• [Task description]: A single figure is required: the number of lines below that contain "place".

[Items from a data source]
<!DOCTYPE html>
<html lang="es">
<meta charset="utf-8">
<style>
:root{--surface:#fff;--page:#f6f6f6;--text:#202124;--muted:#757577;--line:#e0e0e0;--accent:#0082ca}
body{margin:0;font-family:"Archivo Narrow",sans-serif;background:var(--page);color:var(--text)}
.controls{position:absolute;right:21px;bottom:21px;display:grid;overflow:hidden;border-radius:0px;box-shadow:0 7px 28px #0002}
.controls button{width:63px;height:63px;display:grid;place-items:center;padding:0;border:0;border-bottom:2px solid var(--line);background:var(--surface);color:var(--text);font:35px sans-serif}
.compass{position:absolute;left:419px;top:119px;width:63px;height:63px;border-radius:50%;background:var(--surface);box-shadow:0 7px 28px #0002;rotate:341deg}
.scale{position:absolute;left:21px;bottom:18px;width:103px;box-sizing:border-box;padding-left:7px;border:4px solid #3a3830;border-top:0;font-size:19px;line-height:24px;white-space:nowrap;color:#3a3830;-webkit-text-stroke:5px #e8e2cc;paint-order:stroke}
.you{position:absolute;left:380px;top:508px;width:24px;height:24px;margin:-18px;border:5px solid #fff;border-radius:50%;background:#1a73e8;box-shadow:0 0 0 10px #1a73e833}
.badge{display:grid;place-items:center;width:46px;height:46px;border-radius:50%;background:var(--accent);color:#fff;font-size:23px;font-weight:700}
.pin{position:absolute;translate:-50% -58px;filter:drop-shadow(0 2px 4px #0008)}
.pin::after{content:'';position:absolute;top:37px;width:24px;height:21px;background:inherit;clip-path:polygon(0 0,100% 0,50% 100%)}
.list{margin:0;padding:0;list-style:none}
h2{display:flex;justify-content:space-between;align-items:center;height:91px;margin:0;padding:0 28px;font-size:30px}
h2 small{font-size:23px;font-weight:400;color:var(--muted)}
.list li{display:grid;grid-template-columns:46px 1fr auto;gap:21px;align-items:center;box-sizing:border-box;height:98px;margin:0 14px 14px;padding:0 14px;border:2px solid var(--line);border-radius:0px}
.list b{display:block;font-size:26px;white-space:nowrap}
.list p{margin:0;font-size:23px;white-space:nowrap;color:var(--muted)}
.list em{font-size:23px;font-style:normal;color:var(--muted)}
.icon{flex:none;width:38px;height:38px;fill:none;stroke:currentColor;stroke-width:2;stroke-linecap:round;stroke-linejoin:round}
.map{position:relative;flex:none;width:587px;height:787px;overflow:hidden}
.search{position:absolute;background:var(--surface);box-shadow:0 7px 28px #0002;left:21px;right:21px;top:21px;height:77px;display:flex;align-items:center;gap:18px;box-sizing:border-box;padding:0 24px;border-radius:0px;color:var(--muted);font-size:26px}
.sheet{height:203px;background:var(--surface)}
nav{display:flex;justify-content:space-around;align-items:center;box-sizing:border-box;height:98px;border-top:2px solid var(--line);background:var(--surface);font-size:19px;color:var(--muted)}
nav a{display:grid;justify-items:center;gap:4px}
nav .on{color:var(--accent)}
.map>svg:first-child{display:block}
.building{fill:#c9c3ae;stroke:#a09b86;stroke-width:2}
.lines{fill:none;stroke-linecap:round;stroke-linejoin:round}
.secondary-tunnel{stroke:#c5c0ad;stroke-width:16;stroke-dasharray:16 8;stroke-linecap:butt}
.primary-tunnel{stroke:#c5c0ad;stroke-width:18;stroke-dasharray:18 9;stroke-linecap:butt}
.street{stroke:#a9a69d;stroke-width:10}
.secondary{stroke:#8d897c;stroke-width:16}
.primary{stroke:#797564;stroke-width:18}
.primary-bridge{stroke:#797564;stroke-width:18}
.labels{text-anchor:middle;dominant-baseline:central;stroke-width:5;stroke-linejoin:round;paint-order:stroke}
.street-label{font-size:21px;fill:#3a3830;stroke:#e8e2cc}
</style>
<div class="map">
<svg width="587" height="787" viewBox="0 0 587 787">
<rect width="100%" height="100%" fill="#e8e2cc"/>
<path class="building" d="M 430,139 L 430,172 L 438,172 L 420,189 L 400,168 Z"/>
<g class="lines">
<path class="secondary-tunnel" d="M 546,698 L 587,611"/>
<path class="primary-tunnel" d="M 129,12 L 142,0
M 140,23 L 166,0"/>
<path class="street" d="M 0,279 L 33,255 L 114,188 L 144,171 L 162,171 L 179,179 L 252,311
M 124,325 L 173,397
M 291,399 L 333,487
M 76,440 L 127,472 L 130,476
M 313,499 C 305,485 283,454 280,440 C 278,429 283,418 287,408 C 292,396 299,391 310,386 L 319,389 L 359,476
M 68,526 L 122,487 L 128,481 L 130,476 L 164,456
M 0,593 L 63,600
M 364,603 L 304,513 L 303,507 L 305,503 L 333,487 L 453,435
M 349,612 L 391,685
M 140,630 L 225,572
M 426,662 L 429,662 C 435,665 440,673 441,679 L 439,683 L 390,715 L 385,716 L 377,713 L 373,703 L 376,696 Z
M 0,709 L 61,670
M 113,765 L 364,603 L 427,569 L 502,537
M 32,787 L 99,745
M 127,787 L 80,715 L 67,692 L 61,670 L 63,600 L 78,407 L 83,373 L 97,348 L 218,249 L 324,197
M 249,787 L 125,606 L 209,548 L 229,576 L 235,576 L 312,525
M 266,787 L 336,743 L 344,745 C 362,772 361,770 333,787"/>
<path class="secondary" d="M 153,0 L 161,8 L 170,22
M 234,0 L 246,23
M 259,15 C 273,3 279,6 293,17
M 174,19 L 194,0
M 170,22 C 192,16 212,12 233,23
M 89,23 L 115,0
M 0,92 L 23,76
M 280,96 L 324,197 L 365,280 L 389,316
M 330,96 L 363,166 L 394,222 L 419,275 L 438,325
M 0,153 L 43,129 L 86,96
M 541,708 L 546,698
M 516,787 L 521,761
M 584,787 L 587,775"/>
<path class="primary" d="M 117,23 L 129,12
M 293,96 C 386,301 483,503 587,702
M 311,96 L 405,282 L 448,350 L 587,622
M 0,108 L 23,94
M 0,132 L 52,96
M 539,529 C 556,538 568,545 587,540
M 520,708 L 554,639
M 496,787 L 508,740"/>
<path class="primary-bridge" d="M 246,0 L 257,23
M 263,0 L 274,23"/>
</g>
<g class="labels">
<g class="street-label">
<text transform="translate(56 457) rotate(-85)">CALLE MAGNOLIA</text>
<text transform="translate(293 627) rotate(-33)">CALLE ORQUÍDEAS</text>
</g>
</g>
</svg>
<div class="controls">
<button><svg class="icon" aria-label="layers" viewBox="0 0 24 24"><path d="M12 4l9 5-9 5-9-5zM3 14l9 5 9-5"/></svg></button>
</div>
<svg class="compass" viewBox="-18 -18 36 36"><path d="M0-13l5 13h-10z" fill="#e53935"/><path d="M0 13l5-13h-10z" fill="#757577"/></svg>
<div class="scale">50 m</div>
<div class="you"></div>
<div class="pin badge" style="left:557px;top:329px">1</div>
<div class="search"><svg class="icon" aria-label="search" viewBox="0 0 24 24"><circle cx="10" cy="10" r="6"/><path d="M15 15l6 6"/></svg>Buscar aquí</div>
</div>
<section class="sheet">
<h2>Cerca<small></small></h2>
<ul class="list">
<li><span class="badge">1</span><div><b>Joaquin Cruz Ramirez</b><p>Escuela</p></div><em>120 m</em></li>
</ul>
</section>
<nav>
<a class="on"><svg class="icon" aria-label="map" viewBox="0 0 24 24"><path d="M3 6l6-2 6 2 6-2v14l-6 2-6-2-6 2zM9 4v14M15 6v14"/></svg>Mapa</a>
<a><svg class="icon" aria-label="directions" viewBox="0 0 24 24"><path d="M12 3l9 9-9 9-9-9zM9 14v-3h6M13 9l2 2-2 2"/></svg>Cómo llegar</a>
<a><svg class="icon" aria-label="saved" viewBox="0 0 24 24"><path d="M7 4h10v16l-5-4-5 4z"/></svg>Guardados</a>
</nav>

• [Response]: 2